Seventy-three isolates (including the two reference strains) were successfully typed with the DLST scheme (typeability = 100%). DLST was able to assign an already known allele number to the 68 isolates, while for the isolates (ID 12, 70, 77 in Table S1), three new loci were recognized (ID: 12 ms172 allele 135, ID 70 ms217 allele 217, ID 77 ms217 allele 212 http://www.dlst.org/Paeruginosa/ms172.txt). eBURST analysis (implementing a 90% cut-off) revealed 35 types in total, with DLST types 8–37 (13/71;18.3%) and 32–39 (13/71; 18.3%) being the predominant ones. The reference strains NEQAS and PAO1 belonged to the DLST types 32–39 and 16–4, respectively (Figure 2). There were six DLST types (1–83, 12–54, 18–156, 20–30, 23–22, and 28–77) with two or three isolates each; the remaining 27 isolates presented as singletons [i.e., the new DLST type 135–102 (the new ms172 allele was combined with only one ms217 loci) and the two newly found DLST types 28–217 and 15–212 (the two new ms217 loci were combined with two already assigned ms172 alleles] (Table S1; Figure 2). The discriminatory power of the method is considered high (D = 0.93), as it was able to distinguish genetically close isolates among different DLST types (Figure 2, GROUP-A). The predominant DLST type 8–37 was highly dispersed in the eburst tree (Figure 2) and it was associated exclusively with patients from H2 who deal with severe respiratory problems and they had received antibiotics in the previous six months (Table S1). The 8–37 isolates were collected from various specimens and characterized as MDR distributed among three resistant phenotypes R2a, R2c, and R1a (Table S1; Figure 1). The DLST type 32–39 was characterized by lower diversity (Figure 2, GROUP-B and -C) and it was associated almost equally with patients from both hospitals. The VIM-2 phenotype was associated mainly with the predominant DLSTs (8–37: 7/14; 32–39: 4/14) and with three singletons; the new FEPR–CAZS phenotype was scattered throughout the phylogenetic tree (Table S1; Figure 2). The new DLST types appeared as one sensitive and two CARBS isolates. For the six DLST types which included two or three isolates and the 27 singletons there was no significant correlation with the obtained resistant phenotypes.

3.3.2. oprD Typing

The ML analysis revealed six major clusters: A, B, C, D, E, F- two sub-groups (F1–-F2) and one out-group (isolate 38) (Table S1; Figure 3). The discriminatory power of the method is considered high (D = 0.84), as it was able to distinguish genetically close isolates among different oprD-groups (Figure 3).
The predominant DLST type 32–39 isolates, all CARBR, were grouped into oprD-group D and group A, presenting a low degree of divergence between sequences, (Table S1; Figure 3). The DLST type 8–37 isolates, all CARBR as well, had more variable oprD sequences, as the majority was grouped in oprD–group A but with a higher degree of divergence between sequences. Οne isolate (38) was characterized as an out-group, and isolate 53 was placed in the oprD–group D (Table S1; Figure 3).
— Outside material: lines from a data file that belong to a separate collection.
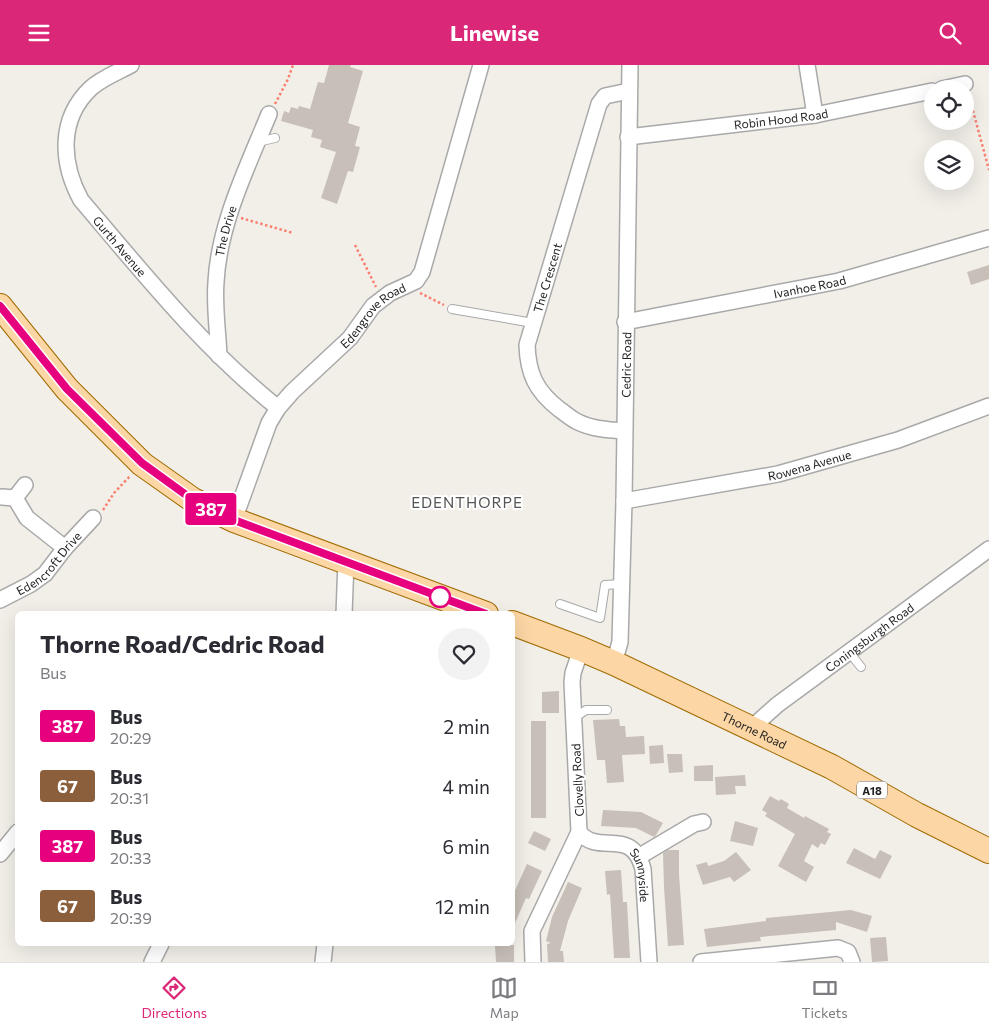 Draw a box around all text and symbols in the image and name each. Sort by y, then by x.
icon: menu [25,19,53,47]
text: Linewise [450,19,539,46]
icon: search [936,19,964,47]
map controls [924,80,974,190]
button: locate [924,80,974,130]
street label: Robin Hood Road [733,105,829,132]
button: layers [924,140,974,190]
street label: The Drive [212,204,239,258]
street label: Gurth Avenue [90,213,149,279]
street label: The Crescent [530,241,564,314]
street label: Ivanhoe Road [772,272,848,300]
street label: Edengrove Road [337,280,408,351]
street label: Cedric Road [618,332,633,398]
street label: Rowena Avenue [767,447,853,483]
line badge: 387 [182,493,240,525]
district label: EDENTHORPE [411,493,523,511]
text: 387 [195,498,227,520]
street label: Edencroft Drive [14,529,84,597]
unlabelled marker [429,586,451,608]
street label: Coningsburgh Road [822,600,916,674]
button: heart [438,628,490,680]
text: Thorne Road/Cedric Road [40,629,324,658]
text: Bus [40,663,67,682]
text: Bus [110,705,142,728]
street label: Thorne Road [720,708,789,751]
text: 387 [52,715,83,737]
text: 2 min [443,715,490,738]
text: 20:29 [110,728,152,747]
street label: Clovelly Road [568,743,586,817]
text: Bus [110,765,142,788]
text: 67 [57,775,78,797]
text: 4 min [443,775,490,798]
road number: A18 [857,781,887,799]
text: 20:31 [110,788,149,807]
text: Bus [110,825,142,848]
text: 387 [52,835,83,857]
text: 6 min [442,835,490,858]
street label: Sunnyside [627,845,652,903]
text: 20:33 [110,848,151,867]
text: Bus [110,885,142,908]
text: 67 [57,895,78,917]
text: 12 min [435,895,490,918]
text: 20:39 [110,908,152,927]
tab: Directions [141,974,207,1021]
tab: Map [490,974,519,1021]
tab: Tickets [801,974,848,1021]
The remaining DLST types correlated with many different oprD–groups and resistant phenotypes (Table S1; Figure 3).
The comparative analysis of the oprD sequences revealed a high diversity, especially in IPMR-MEMR and IPMS-MEMS, whilst the IPMR-MEMS and IPMS-MEMR isolates had relatively fewer mutations (Table S2).
Among the 31 IPMR-MEMR isolates, there was one isolate with an insertion of ten bases at site 124 (isolate 29; Table S2), two isolates with an insertion of 11 bases at site 483 (isolates 62 and 63; Table S2), and a one-base insertion in isolate 17 (Table S2), which was enough to separate it from the reference strain PAO1. Small deletions (1–-3 bp) at various sites were observed in the rest of the isolates (Table S2). In relation to the DLSTs, it seems that 5/10 IPMR-MEMR 32–39 isolates shared exactly the same stop codons (all belonging to the oprD–group D; 4, 21, 23, 24, 71; Table S2), and 2/10 isolates (isolates 41 oprD–group A and isolate 33 oprD–group D; Table S2) presented a different pattern including small deletions. Eight of the 13 IPMR-MEMR 8-37 isolates shared the same deletions and stop codons (all belonging to the oprD–group A; 39, 36, 40, 32, 51, 49, 45, 43; Table S2).
Among the 29 IPMS-MEMS isolates, 15 isolates (Table S3) presented the same 2 bp deletion (st 1127, 1157; Table S3). Eleven of them (11/15;67, 69, 70, 74, 77, 2, 9, 12, 13, 16, 27), all belonging to the oprD–group B with various DLST types, encoded incomplete oprD proteins due to the presence of a premature stop codon at the same positions (SC 190, 364, 588, 1102; Table S3). In the remaining 14/29, there was variability in the mutation events, and different patterns were observed (Table S3).
The IPMR-MEMS isolate (73 with DLST 28–57; Table S1) had a 3 bp deletion at two sites and encoded incomplete oprD proteins due to the presence of premature stop codons at six different positions (deletion on 1127, 1157, 169 and SC on 190, 364, 589, 1045, 1075; Table S1). Finally, 3/4 IPMs-MEMR isolates, all DLST 32–39 and the oprD group D, presented the same SC profile (19, 48, 58; SC 361, 691; Table S1), while isolate 56, DLST 116–144 and oprD group F2 encoded an incomplete oprD protein due to the presence of premature stop codons in two different positions (SC 364, 1051; Table S1).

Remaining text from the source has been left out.